First of all I would like to touch upon your mention of the myth "that boats build in the late 70's, early 80's were built a bit better since no-one really had the feel for how much fiberglass
should be used and the older boats tended to be "Overglassed" where the newer boats had a thinner hull." It is really hogwash. The late 1970's through early 1980's was the worst period for blisters
and generally was the worst period in terms of overall build quality since boats were getting lighter but the engineering had yet to improve.
Then there is the old saw that early boat were heavily built because designers did not know how strong fiberglass was. Earlier boats had heavier hulls for a lot of reasons beyond the myth that designers did not know how strong fiberglass was. Designers knew exactly how strong fiberglass was. The US government
had spent a fortune developing fiberglass information during WWII, and by the early 1950ís, designers had easy access to the design characteristics of fiberglass. (Alberg, for example, was working for the US Government
designing fiberglass composite equipment
when he was hired to design the Triton and Alberg
35) The reason that these hulls on the early boats were as thick as they were had more to do with the early approach to the design of fiberglass boats than a lack of knowledge of the material. Early designers and builders had hoped to use fiberglass as a monocoque structure with a minimal amount (if any) framing to take up interior
On its own, fiberglass laminate does not develop much stiffness and it is very dense. If you simply try to create stiffness in fiberglass it takes a lot of thickness. Early fiberglass boat designers tried to simply use the skin for stiffness with wide spread supports from bulkheads and bunk flats. This lead to incredibly heavy boats and boats that were comparably flexible. (In early designs that were built in both wood and fiberglass, the wooden boats typically weighed the same but were stiffer, stronger, and had higher ballast ratios)
Fiberglass hates to be flexed. Fiberglass is a highly fatigue prone material and over time it looses strength through flexing cycles. A flexible boat may have plenty of reserve strength when new but over time through flexure fiberglass loses this reserve. There are really several things that determine the strength of the hull itself. In simple terms it is the strength of the unsupported hull panel (by 'panel' I mean the area of the hull or deck
between supporting structures) itself, the size of the unsupported panel, the connections to supporting structures and the strength of the supporting structures. These early boats had huge panel sizes compared to those seen as appropriate today.
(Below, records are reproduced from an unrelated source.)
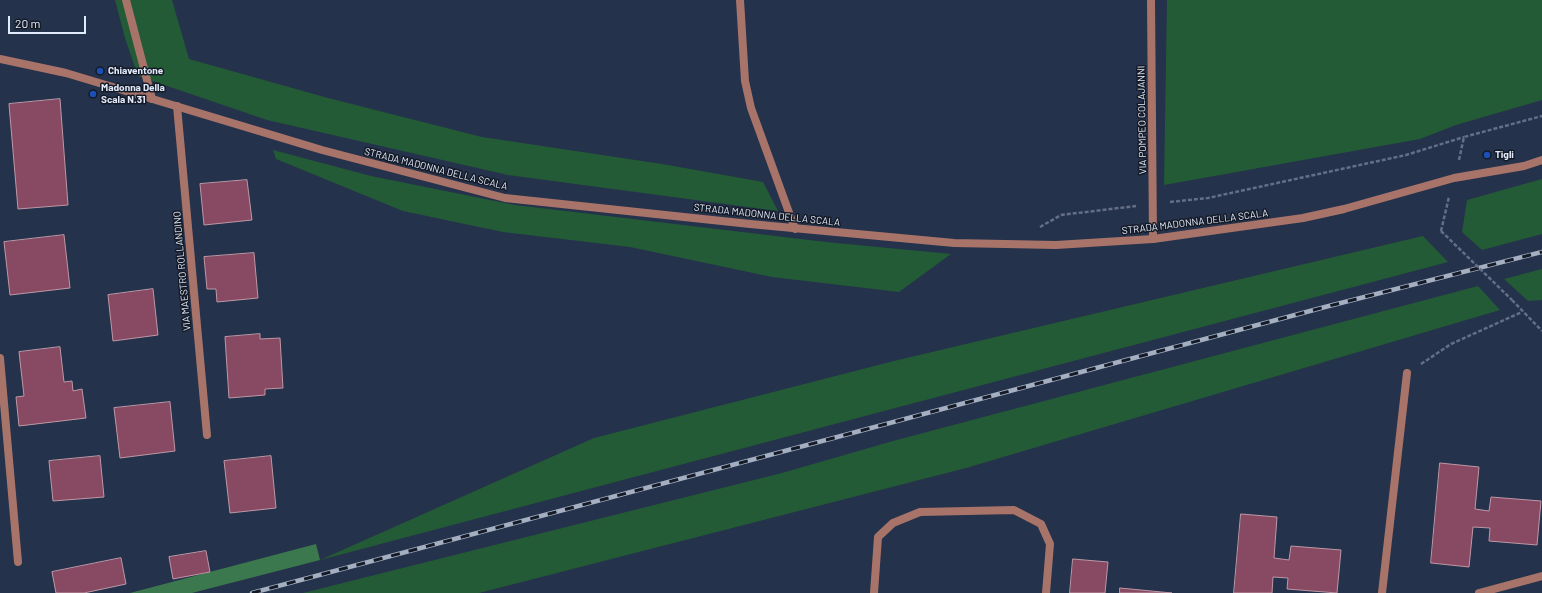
<!DOCTYPE html>
<html>
<head>
<meta charset="utf-8">
<style>
  body { margin:0 }
  #map { position:relative; width:1542px; height:593px; overflow:hidden; background:#25324b; font-family:Barlow,sans-serif }
  canvas { display:block }
  .scale { position:absolute; left:8px; top:16px; width:78px; height:18px; box-sizing:border-box; border:2px solid #e2ebfc; border-top:0; padding-left:5px; font-size:12px; line-height:14px; white-space:nowrap; color:#e2ebfc; -webkit-text-stroke:3px #141a26; paint-order:stroke }
</style>
</head>
<body>
<div id="map">
<canvas width="1542" height="593"></canvas>
<div class="scale">20 m</div>
</div>
<script>
const ctx = document.querySelector('canvas').getContext('2d');
ctx.lineJoin = 'round';
function paint(path, color) { ctx.fillStyle = color; ctx.fill(path, 'evenodd'); }
function trace(path, color, width, dash) { ctx.strokeStyle = color; ctx.lineWidth = width; ctx.lineCap = dash ? 'butt' : 'round'; ctx.setLineDash(dash || []); ctx.stroke(path); }
function write(font, color, halo, rows, align = 'center') {
  ctx.font = font + ' Barlow,sans-serif'; ctx.lineWidth = 3; ctx.setLineDash([]); ctx.textBaseline = 'middle'; ctx.strokeStyle = halo; ctx.fillStyle = color; for (const [text, x, y, turn = 0] of rows) {
    ctx.save(); ctx.translate(x, y); ctx.rotate((+turn || 0) * Math.PI / 180); ctx.textAlign = isNaN(turn) ? turn : align; if (halo) ctx.strokeText(text, 0, 0); ctx.fillText(text, 0, 0); ctx.restore();
  }
}
const green = new Path2D(`
  M115 0H172L189 59 328 98 482 137 662 164 763 182 778 211 508 175 267 120 138 76 125 38Z
  M1167 0H1542V100L1456 125 1420 139 1164 185Z
  M273 150 371 176 515 205 826 242 951 254 899 292 772 277 630 247 503 232 403 211 276 159Z
  M1542 179V234L1482 250 1462 232 1467 200Z
  M1423 236 1448 262 320 560 594 438 894 361Z
  M1542 269V300L1528 301 1504 279Z
  M1478 286 1500 310 966 468 479 593H303L782 473 893 441Z`);
const forest = new Path2D(`
  M316 544 320 560 192 593H130Z`);
const building = new Path2D(`
  M60 99 68 205 18 209 9 104Z
  M247 180 252 220 204 225 200 184Z
  M64 235 70 288 10 295 4 242Z
  M254 253 258 298 217 302 216 289H207L204 257Z
  M153 289 158 335 113 341 108 295Z
  M260 334V339L280 338 283 388 265 389V395L229 398 225 337Z
  M60 347 64 382 72 381 73 391 82 389 86 418 19 426 16 397 24 396 19 352Z
  M170 402 175 451 120 458 114 408Z
  M100 456 104 497 53 501 49 461Z
  M271 456 276 508 230 513 224 461Z
  M1440 463 1479 467 1475 509 1489 511 1491 497 1541 501 1537 545 1489 541 1490 528 1473 527 1469 567 1431 563Z
  M1241 514 1277 517 1274 558 1289 560 1291 546 1341 550 1337 593 1287 589 1288 578 1273 577 1272 593H1234Z
  M206 551 210 572 173 579 169 557Z
  M121 558 126 584 84 593H56L52 572Z
  M1073 559 1108 562 1105 593H1070Z
  M1120 588 1172 593H1120Z`);
const path = new Path2D(`
  M1459 160 1464 137 1542 116
  M1170 202 1208 198 1406 155 1464 137
  M1040 227 1061 215 1136 206
  M1441 231 1449 197
  M1512 300 1542 331
  M1421 364 1451 344 1522 312`);
const service = new Path2D(`
  M740 0 745 81 751 108 795 229`);
const minor = new Path2D(`
  M126 0 152 99
  M1151 0 1153 239
  M177 106 207 435
  M0 358 18 562
  M874 593 878 537 893 523 920 512 1014 510 1041 524 1050 544 1046 593
  M1382 593 1407 373
  M1479 593 1542 576`);
const tertiary = new Path2D(`
  M0 59 66 73 322 150 505 198 750 224 954 243 1056 245 1153 239 1303 218 1344 209 1454 178 1524 166 1542 160`);
const rail = new Path2D(`
  M252 593 1325 307 1542 252`);
const pathBridge = new Path2D(`
  M1441 231 1512 300`);
const markers = [
  [100,71,4,"#1a4fb4"],
  [93,94,4,"#1a4fb4"],
  [1487,155,4,"#1a4fb4"]
];
const poiNames = [
  ["Chiaventone",108,71],
  ["Madonna Della",101,88],
  ["Scala N.31",101,100],
  ["Tigli",1495,155]
];
const streetNames = [
  ["VIA POMPEO COLAJANNI",1142,120,-91],
  ["STRADA MADONNA DELLA SCALA",436,169,14],
  ["STRADA MADONNA DELLA SCALA",767,215,6],
  ["STRADA MADONNA DELLA SCALA",1195,222,-7],
  ["VIA MAESTRO ROLLANDINO",182,271,-95]
];
paint(green, '#235b36');
paint(forest, '#3b784e');
paint(building, '#884963');
trace(building, '#be98a6', 1);
trace(path, '#646f86', 2.5, [4, 2]);
trace(service, '#a8746a', 8);
trace(minor, '#a8746a', 8);
trace(tertiary, '#a8746a', 8);
trace(rail, '#a4afc2', 4.5);
trace(rail, '#141a26', 3, [9]);
trace(pathBridge, '#646f86', 2.5, [4, 2]);
for (const [x, y, r, color] of markers) { const dot = new Path2D(); dot.arc(x, y, r, 0, 2 * Math.PI); ctx.fillStyle = color; ctx.fill(dot); trace(dot, '#141a26', 1.5); }
write('bold 10px', '#e2ebfc', '#141a26', poiNames, 'left');
write('10px', '#e2ebfc', '#141a26', streetNames);
</script>
</body>
</html>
This fatigue issue is not a minor one. In a study performed by the marine insurance
industry looking at claims on older boats and doing destructive testing on actual portions of older hulls, it was found that many of these earlier boats have suffered a significant loss of ductility and impact resistance. This problem is especially prevalent in heavier uncored boats constructed even as late as the 1980's before internal structural framing systems became the norm. Boats built during the early years of boat building tended to use a lot more resin accelerators than are used today. They also would bulk up the matrix with resin rich laminations (approaching 50/50 ratios rather than the idea 30/70) non-directional fabrics (mat or chopped glass) in order to achieve a desired hull thickness. Resin rich laminates and non-directional materials have been shown to reduce impact resistance and to increase the tendency towards fatigue. The absence of internal framing means that there is greater flexure in these older boats and that this flexure increases fatigue further. Apparently, there are an increasing number of marine insurance
underwriters refusing to insure older boats because of these issues.
As to the specifics of your question, if you are going to go distance cruising with the goal of doing the Bahamas and then beyond you should be considering boats that are designed for that purpose. There certainly are a number of good choices out there. Neither the Hunter 32 (by which I assume that you mean the Hunter Vision 32 with the freestanding aluminum
rig) nor the Bristol 32 are particularly well suited to your plans. The Hunter 32 is designed to be a good coastal cruiser. It has an interior
layout that makes sense when cruising for coastal cruising from anchorage to anchorage but which is not really suitable for offshore
useage; lacking the kind of storage
, seaberths, tankage, handholds, ventilation, cockpit
design etc. that are so essential to a good offshore
cruiser. Hull form wise, the Hunter would tend to have a quick motion that would be quite uncomfortable on the Bahama banks
The Bristol 32 began life as a CCA era race
boat and suffers from all of the issues that is implicit with the excesses of that era. They were tortured to meet a racing rule
and while pretty boats they are miserable boats to sail in either light or heavy conditions. Thier short waterline length means a very uncomfortable motion combined with limited carrying capacity, cramed quarters and poor performance. A better choice would be the later Bristol 31.1, Bristol 34 or Bristol 35 (with the 1970's era 34 being a real favorite of mine).